MS Center at CU Anschutz is turning life around after disease flips it upside down
In 2006, Christine Cillian’s life changed forever. She wouldn’t know how severely for another two years.
Christine, then 29, suffered a severe neurological attack that she had thought pointed to multiple sclerosis. Her arms fell limp. She couldn’t walk. Her body failed to function.
“Everything turned upside down,” she says.
Doctors at the time said she didn’t have MS. But she learned in January 2008 they were wrong: An MRI revealed brain lesions and definitively diagnosed Christine with the disease.
Over several months, she grappled with anxiety, fatigue and depression—the “silent symptoms,” her husband, Brad, calls them.
They immediately turned to the Rocky Mountain Multiple Sclerosis Center at University of Colorado, where national-caliber research and treatment is paired with compassionate support and education. There, they started an “MS 101” class, sought a second opinion and soon began aggressive care.
Dr. Timothy Vollmer, a center co-director, told Christine that without intensive treatment, she faced severe disability. So Christine participated in clinical trials and took a drug developed for cancer but effective in treating MS. And she confronted her disease comprehensively with exercise, counseling, education and medicine.
“That’s how I want to treat my disease—aggressively,” Christine says.
Now life—upside down to this point—has began to right itself.
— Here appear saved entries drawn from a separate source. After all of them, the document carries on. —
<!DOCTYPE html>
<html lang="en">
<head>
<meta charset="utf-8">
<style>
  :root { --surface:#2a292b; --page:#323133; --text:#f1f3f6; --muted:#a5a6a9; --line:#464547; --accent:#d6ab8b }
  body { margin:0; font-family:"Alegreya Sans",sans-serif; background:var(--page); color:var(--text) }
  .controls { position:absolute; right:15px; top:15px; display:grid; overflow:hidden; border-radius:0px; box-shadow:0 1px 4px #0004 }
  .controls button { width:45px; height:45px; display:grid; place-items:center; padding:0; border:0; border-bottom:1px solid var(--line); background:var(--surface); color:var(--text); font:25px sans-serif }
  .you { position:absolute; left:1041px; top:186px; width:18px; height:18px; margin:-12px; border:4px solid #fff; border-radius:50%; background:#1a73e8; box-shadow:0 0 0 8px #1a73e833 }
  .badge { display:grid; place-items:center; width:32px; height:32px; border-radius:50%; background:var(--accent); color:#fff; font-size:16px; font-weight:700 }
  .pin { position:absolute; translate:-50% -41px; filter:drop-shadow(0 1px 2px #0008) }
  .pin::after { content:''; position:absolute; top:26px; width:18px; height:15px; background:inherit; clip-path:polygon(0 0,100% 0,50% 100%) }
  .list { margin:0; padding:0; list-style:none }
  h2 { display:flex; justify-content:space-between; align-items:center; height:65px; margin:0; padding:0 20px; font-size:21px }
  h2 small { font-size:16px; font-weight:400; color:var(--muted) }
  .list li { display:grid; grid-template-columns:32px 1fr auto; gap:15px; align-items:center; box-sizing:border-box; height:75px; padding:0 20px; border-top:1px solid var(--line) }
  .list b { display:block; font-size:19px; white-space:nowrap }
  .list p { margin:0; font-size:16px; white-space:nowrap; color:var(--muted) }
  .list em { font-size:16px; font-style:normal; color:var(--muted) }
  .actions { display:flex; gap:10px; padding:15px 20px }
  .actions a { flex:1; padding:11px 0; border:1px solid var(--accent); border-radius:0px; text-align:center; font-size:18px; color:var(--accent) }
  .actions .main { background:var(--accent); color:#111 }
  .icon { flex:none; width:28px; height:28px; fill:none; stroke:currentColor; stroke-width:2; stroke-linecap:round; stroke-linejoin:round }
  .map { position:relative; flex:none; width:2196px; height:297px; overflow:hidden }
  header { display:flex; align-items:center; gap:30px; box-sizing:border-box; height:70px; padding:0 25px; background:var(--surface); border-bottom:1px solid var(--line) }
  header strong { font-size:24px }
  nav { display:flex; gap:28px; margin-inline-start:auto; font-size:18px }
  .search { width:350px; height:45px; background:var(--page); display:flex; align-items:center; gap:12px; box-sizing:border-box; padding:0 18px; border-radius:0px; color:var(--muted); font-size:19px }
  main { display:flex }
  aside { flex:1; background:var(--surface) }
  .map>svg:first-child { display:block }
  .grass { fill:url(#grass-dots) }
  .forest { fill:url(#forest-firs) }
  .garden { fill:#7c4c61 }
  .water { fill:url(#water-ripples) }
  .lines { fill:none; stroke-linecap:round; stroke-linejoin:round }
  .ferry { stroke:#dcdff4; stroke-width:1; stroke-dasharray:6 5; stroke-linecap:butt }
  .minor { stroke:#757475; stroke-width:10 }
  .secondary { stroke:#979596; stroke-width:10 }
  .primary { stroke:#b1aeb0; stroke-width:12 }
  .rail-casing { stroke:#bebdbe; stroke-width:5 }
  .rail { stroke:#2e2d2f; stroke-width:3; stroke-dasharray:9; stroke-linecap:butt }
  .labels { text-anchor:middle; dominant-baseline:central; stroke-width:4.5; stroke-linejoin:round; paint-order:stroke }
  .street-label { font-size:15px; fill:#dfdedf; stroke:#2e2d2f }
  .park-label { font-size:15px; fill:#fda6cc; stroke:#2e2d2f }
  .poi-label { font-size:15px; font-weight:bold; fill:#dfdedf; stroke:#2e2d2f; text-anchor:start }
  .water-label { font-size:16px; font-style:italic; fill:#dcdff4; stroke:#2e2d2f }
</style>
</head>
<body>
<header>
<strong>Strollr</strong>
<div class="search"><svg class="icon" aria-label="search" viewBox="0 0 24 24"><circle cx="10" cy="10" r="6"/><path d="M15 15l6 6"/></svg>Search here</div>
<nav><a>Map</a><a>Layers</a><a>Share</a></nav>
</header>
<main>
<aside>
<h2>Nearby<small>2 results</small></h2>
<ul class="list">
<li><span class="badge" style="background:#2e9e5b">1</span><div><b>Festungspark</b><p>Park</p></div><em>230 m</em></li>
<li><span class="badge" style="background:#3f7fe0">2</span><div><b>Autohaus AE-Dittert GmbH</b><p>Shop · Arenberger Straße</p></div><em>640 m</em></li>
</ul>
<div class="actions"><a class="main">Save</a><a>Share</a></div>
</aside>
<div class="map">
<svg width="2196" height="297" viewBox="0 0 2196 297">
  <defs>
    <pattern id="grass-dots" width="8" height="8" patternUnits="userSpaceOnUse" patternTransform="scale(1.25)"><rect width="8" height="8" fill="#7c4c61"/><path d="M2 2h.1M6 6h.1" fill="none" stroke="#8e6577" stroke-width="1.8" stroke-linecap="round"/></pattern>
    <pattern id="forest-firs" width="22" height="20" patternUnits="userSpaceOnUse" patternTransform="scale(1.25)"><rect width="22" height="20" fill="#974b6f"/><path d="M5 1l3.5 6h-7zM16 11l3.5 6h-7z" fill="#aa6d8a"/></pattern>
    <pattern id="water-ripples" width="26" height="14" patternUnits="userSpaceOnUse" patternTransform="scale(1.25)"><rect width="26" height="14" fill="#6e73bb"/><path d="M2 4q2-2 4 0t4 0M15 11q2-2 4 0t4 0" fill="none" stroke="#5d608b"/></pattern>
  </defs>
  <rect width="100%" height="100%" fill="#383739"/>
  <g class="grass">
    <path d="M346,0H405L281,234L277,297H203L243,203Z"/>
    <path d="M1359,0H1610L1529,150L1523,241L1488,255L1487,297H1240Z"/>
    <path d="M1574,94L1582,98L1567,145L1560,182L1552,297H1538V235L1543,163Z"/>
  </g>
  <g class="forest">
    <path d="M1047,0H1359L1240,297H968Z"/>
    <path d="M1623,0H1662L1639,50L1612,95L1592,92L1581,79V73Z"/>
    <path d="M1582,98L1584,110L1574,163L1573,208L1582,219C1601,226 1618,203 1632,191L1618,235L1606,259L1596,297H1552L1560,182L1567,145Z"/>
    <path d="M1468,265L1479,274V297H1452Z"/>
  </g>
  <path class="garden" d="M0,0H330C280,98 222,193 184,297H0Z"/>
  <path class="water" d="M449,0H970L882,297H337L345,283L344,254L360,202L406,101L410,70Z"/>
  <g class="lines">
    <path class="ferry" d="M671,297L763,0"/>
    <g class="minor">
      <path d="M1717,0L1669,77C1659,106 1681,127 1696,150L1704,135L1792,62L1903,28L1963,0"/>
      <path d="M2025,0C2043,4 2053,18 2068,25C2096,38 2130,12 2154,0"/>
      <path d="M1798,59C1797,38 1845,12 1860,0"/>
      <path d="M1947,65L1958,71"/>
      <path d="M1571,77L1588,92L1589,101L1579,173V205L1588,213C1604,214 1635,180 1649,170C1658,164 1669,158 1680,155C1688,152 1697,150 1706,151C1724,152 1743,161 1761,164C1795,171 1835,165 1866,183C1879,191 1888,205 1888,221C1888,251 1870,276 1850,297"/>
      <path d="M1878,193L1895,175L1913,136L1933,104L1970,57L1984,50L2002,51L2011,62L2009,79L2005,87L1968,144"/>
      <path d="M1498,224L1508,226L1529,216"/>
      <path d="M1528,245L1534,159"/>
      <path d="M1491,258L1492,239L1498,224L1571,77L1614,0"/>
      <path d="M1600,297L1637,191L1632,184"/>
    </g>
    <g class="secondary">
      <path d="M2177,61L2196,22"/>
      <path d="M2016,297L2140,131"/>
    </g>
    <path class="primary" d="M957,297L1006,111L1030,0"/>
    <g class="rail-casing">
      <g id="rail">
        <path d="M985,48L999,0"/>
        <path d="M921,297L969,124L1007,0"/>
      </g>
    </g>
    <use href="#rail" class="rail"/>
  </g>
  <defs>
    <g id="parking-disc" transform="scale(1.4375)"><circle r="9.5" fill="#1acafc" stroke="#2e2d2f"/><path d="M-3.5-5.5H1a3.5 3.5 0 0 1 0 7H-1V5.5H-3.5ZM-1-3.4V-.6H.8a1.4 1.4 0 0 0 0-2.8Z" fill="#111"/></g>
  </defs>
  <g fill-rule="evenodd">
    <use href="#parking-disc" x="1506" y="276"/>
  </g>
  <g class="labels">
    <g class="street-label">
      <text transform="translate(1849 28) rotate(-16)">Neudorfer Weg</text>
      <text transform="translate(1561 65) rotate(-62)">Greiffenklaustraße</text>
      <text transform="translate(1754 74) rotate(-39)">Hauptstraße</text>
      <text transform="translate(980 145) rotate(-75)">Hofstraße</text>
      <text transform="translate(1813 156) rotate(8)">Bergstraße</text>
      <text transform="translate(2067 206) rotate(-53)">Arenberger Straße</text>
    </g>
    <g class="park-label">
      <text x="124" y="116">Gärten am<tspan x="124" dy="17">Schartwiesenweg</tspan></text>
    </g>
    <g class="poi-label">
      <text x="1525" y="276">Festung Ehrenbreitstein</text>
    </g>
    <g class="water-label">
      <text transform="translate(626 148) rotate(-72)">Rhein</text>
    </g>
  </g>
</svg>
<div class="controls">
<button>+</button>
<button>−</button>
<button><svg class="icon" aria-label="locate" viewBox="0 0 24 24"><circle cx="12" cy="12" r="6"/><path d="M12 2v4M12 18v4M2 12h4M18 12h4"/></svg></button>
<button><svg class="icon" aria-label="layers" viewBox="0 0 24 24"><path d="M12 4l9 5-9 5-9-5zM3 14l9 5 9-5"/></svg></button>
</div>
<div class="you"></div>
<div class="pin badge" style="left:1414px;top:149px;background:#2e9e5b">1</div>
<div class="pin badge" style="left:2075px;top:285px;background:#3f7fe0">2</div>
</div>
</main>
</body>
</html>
The possibility of a brighter future seems within Christine’s reach.
As it’s done for many patients, the MS Center is slowing the disease and its effects with the patient-centered care it’s practiced for more than 30 years.
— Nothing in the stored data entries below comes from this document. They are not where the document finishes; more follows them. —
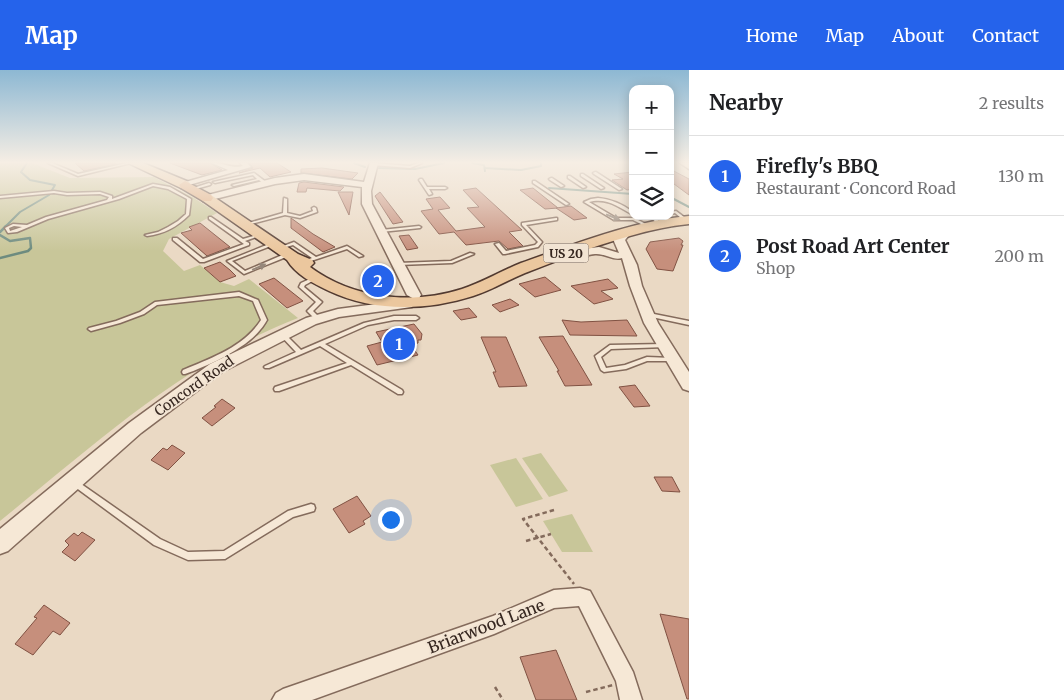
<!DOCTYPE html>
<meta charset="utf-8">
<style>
body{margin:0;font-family:Merriweather,serif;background:#f6f6f6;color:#202124}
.controls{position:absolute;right:15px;top:15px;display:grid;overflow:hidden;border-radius:10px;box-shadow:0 2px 12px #0003}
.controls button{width:45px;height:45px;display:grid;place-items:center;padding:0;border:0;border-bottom:1px solid #e0e0e0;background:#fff;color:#202124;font:25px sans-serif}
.you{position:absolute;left:390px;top:449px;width:18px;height:18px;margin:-12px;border:4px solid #fff;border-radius:50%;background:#1a73e8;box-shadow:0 0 0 8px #1a73e833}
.badge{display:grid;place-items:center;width:32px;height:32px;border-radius:50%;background:#2563eb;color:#fff;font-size:16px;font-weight:700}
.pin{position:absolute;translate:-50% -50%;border:2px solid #fff;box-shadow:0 1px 5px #0006}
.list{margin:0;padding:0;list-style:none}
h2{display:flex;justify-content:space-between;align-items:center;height:65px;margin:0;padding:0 20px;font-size:21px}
h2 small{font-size:16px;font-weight:400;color:#757577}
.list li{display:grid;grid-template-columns:32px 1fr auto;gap:15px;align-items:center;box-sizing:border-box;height:80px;padding:0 20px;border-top:1px solid #e0e0e0}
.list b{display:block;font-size:19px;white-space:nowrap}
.list p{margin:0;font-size:16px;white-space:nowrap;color:#757577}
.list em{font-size:16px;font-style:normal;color:#757577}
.icon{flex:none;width:28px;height:28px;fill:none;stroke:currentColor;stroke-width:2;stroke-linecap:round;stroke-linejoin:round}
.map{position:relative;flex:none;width:689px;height:630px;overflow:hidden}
header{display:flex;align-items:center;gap:30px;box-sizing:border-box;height:70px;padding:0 25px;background:#2563eb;color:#fff}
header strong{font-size:24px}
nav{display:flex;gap:28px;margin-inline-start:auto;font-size:18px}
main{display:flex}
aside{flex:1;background:#fff}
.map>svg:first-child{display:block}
.green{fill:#c8c699}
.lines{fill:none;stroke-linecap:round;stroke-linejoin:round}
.stream-far1{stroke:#6d8b7f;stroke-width:2}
.stream{stroke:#6d8b7f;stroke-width:2.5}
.building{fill:#c68f7c;stroke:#815243}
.service-casing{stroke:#846b5c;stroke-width:3}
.minor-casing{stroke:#846b5c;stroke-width:3}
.tertiary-casing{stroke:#846b5c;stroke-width:3}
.primary-casing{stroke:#523a30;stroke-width:3}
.trunk-casing{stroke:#523a30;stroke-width:3}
.path{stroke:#846b5c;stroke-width:2.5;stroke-dasharray:4.5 3;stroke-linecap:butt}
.service{fill:#f6e8d6;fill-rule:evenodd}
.minor{fill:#f6e8d6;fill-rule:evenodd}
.tertiary{fill:#f6e8d6;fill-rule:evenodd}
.primary{fill:#ebc79e;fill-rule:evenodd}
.trunk{fill:#e0a97c;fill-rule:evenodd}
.oneway{fill:#96877a}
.labels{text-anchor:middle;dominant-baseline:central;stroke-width:4;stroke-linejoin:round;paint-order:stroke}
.shield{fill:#f2e4d3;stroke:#6e5f55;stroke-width:1}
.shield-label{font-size:12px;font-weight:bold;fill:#35261f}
.street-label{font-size:14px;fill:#35261f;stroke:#f2e4d3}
.near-street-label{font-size:16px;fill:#35261f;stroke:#f2e4d3}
</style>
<header>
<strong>Map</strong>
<nav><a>Home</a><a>Map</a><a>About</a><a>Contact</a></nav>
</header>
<main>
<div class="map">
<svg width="689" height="630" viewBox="0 0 689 630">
<rect width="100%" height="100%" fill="#ead9c4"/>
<g class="green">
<path d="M0,93H32L70,108L154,107L194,128L217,143L169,169L163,181L184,201L200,195L220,212L234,216L249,209L298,248C182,293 95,374 0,451Z"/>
<path d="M541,383L568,421L549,427L522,388Z"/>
<path d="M516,388L543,429L516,437L490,395Z"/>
<path d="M572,444L593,482H562L543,451Z"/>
</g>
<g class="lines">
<g class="stream-far1">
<path d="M354,93L365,97"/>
<path d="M472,93L484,95L485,101"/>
<path d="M379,98L415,99L444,93"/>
<path d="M485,98L521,100L541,96V93"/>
<path d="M549,118L633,124"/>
<path d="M670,127L689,137"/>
<path d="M5,157L20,142L49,125L55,115L30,110L21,102L27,93"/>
</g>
<g class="stream">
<path d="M0,162L6,156"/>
<path d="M0,165L10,171L30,168L31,178L28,181L0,188"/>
</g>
</g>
<g class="building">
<path d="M75,93H116V94L84,101Z"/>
<path d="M170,93H210L222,100L202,105Z"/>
<path d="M249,93H277L291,102L270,107L260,98L239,103L253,98Z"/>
<path d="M322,98L358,103L352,109L301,103V99Z"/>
<path d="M670,99L689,109V125L670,111Z"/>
<path d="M633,102V119L627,120L612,110L623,109L614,104Z"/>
<path d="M304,112L344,117L340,121L307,118L306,122H297L299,113Z"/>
<path d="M476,118L522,160L509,162L523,176L508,179L499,171L466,175L454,162L439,164L421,141L433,139L426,129L440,127L450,138L438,140L456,161L485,157L467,138L479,137L463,120Z"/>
<path d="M533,118L558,138L545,139L520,120Z"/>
<path d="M338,122H353L349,145Z"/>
<path d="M380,122L403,152L393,154L375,126Z"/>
<path d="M571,136L587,148L574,150L556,138Z"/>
<path d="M291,148L313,164L335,177L323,182L291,158Z"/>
<path d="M200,153L230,177L207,186L181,163L192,160L189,157Z"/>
<path d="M409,165L418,178L407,180L399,166Z"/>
<path d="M679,168L683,171L681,175H683L673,201L657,199L646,179L650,172Z"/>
<path d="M220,192L230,200L236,206L220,212L204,198Z"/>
<path d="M545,207L561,220L535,227L519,214Z"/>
<path d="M274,208L303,231L287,238L259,214Z"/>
<path d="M608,209L618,218L601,221L613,229L594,234L571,216Z"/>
<path d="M510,229L519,235L500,242L492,235Z"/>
<path d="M469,238L477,247L461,250L453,241Z"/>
<path d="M562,250L581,252L627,250L637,266L570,265Z"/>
<path d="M414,254L422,264L421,270H418V273L411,275L418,285L377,295L367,276L382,272L376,262Z"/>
<path d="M563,266L592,315L565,316L557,301H559L539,267Z"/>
<path d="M481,267H506L527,316L499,317L493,302H496Z"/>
<path d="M635,315L650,336L634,337L619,317Z"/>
<path d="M222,329L235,338L212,356L202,348L216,337L214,336Z"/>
<path d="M172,375L185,383L168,400L151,390L163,378L167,380Z"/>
<path d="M654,407H672L680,422L662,421Z"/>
<path d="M357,426L371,446L363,451L365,454L349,463L333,439Z"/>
<path d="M82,462L95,470L75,491L62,482L69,475L65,471L74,463L78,466Z"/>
<path d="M44,535L70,553L60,565L53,561L33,585L15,574L37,548L34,547Z"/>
<path d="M660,544L689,549V629H687Z"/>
<path d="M556,580L577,630H536L520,587Z"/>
</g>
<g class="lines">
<defs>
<g id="service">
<path d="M48,93H52L78,104L127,93H131L78,106Z"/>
<path d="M372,93L410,96L418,93H422L410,98L373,95L371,94Z"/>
<path d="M595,102H596L622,119L619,120L594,104L593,103Z"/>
<path d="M254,103L266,112V114H264L259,110L234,116L232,115L257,109L253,105L215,113L213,112Z"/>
<path d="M582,104H583L604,118L601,119L581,106V104Z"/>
<path d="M568,106H570L586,117L583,118L568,108Z"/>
<path d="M551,108H552L564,116L561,117L550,110L549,109Z"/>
<path d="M420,109H422L427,117H445L447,118L445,119H429L432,124L429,125L419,110Z"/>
<path d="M534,111H535L569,134L566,135L533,113V111Z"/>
<path d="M209,113L211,114L210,115L192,120L190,119Z"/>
<path d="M153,114L170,117L191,129L189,145C177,157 164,164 147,166L145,165L158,162L168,157L178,151L186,144L187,129L168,119L153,116L119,129L48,149L17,162L8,163L5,158L13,154L27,155L46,147L107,130L109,127L100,124L67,125L54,123L0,128V126L54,121L67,123L100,122L112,126V129ZM14,156L22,157L10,161L9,158Z"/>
<path d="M284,128L287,129V143L300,146L313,141L312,138L314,137L316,138L317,142L300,148L285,145L247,155L245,154L283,143Z"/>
<path d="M598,128C611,129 622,134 633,142V145C619,137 606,127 589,132L616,148H634L650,156L647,157L633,150H614L584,132L591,129Z"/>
<path d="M676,141L688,150V152H686L675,143L670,144V142Z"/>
<path d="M649,146H654L661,153L658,154Z"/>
<path d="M209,147H211L243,169L260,164L262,165L245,171L249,173V175L204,192H200L173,170V168H177L203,189L244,174L209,149Z"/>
<path d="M556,148H557V150L526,155L542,172L538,177L505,184H503L495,174L499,173L506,181L535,175L538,172L522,155V153Z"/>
<path d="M419,156L421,157L420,158L381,162L379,161L381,160Z"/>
<path d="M274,172H276V174L232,191L245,201L287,183H291V185L244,204L227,191Z"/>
<path d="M294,172L316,187L347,176L363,186L359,187L347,179L305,193H303V191L312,188L293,175L280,179L278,178Z"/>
<path d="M470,183L474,184L452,193L398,195L396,194L398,193L451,191Z"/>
<path d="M314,207H318V208L305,215L304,217L322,232L313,241L321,249L318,251L316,250L307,241L316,232L299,217L301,213Z"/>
<path d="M239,222L258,230L267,250C265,253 263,257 260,260C245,279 208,296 185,304H183L182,302L183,300C211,288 244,277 261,250L253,231L239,226L157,235L144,244L120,253L91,261L88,259L89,258L116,251L140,242L155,232Z"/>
<path d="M649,243L689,251V255L647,246L646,245Z"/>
<path d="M394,246H416L419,248L416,250H394L368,255L325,274L402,320L403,322L402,324H398L351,295L279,321H275L274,319L275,317L347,293L320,276L269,298H265L264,297L265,296L296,282L280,265L279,264L280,263H284L301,280L364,253Z"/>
<path d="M664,274L667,276L666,277L611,279L601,287L606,298L625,295L647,287L672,288L674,289L675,290L674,291H647L626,299L604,302L601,300L595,286L610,275Z"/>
<path d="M74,409L160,469L188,482L224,481L288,441L311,434L314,435L315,438L314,441L293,447L225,489L188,490L154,475L71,414L70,412L71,410Z"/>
</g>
<g id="minor">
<path d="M212,93C223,92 232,99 243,96L240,93H247L251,97L182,117V113L228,100Z"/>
<path d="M580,518L590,521L633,602L642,630H620L616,611L579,536L554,538L494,564L312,630H272L276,623L283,619L493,546L554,520Z"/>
</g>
<g id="tertiary">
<path d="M370,93H378L371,121L372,134L421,225L419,228L414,229L407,225L362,134V117L304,110L275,114L207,131L202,128L204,126L275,108L304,104L364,112Z"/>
<path d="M680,93H689V99Z"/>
<path d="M627,159L632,162L625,170L637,195L642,216L658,253L689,302V321L683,319L644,253L630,216L622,188C613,191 605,183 595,184C585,185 565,192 557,184L563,181L599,177L619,183L613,169L623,160Z"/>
<path d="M407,230L414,234L412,237L339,247L316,254L222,302L141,363L8,481L0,484V459L129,353L210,294L306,248L338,239Z"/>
</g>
<g id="primary">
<path d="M128,93H143L189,112L191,115L189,118H181Z"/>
<path d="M207,124L211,125L298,184L312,190L314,193L310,197C353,229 412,235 462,219C483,212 501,201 521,193C575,174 632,151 689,146V154C637,159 574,184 525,203C508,210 492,220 473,226C426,241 374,242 329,221C313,213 296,205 287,190L203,131L201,128L203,125Z"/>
</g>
<path id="trunk" d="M185,111L211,125L213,128L211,131H203L181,118L179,115Z"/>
</defs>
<use href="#service" class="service-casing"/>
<use href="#minor" class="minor-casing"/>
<use href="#tertiary" class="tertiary-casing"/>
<use href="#primary" class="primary-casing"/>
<use href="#trunk" class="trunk-casing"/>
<g class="path">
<path d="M554,440L523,449L574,514"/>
<path d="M526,471L551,464"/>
<path d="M495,617L503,630"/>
<path d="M586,622L613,615"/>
</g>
<use href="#service" class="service"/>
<use href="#minor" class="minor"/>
<use href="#tertiary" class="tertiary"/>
<use href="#primary" class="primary"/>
<use href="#trunk" class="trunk"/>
</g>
<defs><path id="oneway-solid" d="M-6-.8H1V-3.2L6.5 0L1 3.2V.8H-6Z" transform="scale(1.25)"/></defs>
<g class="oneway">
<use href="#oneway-solid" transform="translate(613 147) rotate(21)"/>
<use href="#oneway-solid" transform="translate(259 197) rotate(-23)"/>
</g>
<linearGradient id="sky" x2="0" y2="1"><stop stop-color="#8db8d3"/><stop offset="0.51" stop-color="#f6eee4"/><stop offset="1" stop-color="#f6eee4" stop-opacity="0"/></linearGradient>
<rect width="689" height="181" fill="url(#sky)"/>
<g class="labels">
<rect class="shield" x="543.5" y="173.5" width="45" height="19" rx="4"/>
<g class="shield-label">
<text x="566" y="183">US 20</text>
</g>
<g class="street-label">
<text transform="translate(194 316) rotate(-35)">Concord Road</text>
</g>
<g class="near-street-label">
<text transform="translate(486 556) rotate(-21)">Briarwood Lane</text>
</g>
</g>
</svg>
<div class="controls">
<button>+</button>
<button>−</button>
<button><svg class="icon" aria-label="layers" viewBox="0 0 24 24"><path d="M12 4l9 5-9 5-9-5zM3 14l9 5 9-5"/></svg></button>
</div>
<div class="you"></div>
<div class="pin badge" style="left:399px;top:274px">1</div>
<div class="pin badge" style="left:378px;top:211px">2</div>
</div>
<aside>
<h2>Nearby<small>2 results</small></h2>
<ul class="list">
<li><span class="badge">1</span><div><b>Firefly's BBQ</b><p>Restaurant · Concord Road</p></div><em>130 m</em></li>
<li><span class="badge">2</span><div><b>Post Road Art Center</b><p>Shop</p></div><em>200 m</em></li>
</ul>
</aside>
</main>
Brad says it’s revolutionizing future care within Colorado and across the nation.
“We’re lucky to have it in our backyard,” he says, adding that the center’s doctors hold weekend seminars around the country, so more than just Front Range patients benefit from the center’s expertise. “Everybody gets access to best-in-the-country care.”
That top-notch treatment happens, the Cillians note, partly because gifts support the center. Donor generosity enables staff to work toward earlier diagnoses, individualized care and research that identifies steps toward, perhaps, a cure.
MS changed everything for the Cillians. But the MS Center is changing everything again—her health, their marriage, their perspective—for the better.
In gratitude, the Cillians donate to the center, and Brad serves on its board.
“We’ve gotten so much out of the center that the bare minimum we can do is give back so that others can have that access,” he says.
That is access, Christine says, to more than innovative treatment; it’s a partnership with people who care deeply for their patients.
“It's not just a job for them,” she says. “These people are truly passionate about doing something about MS.”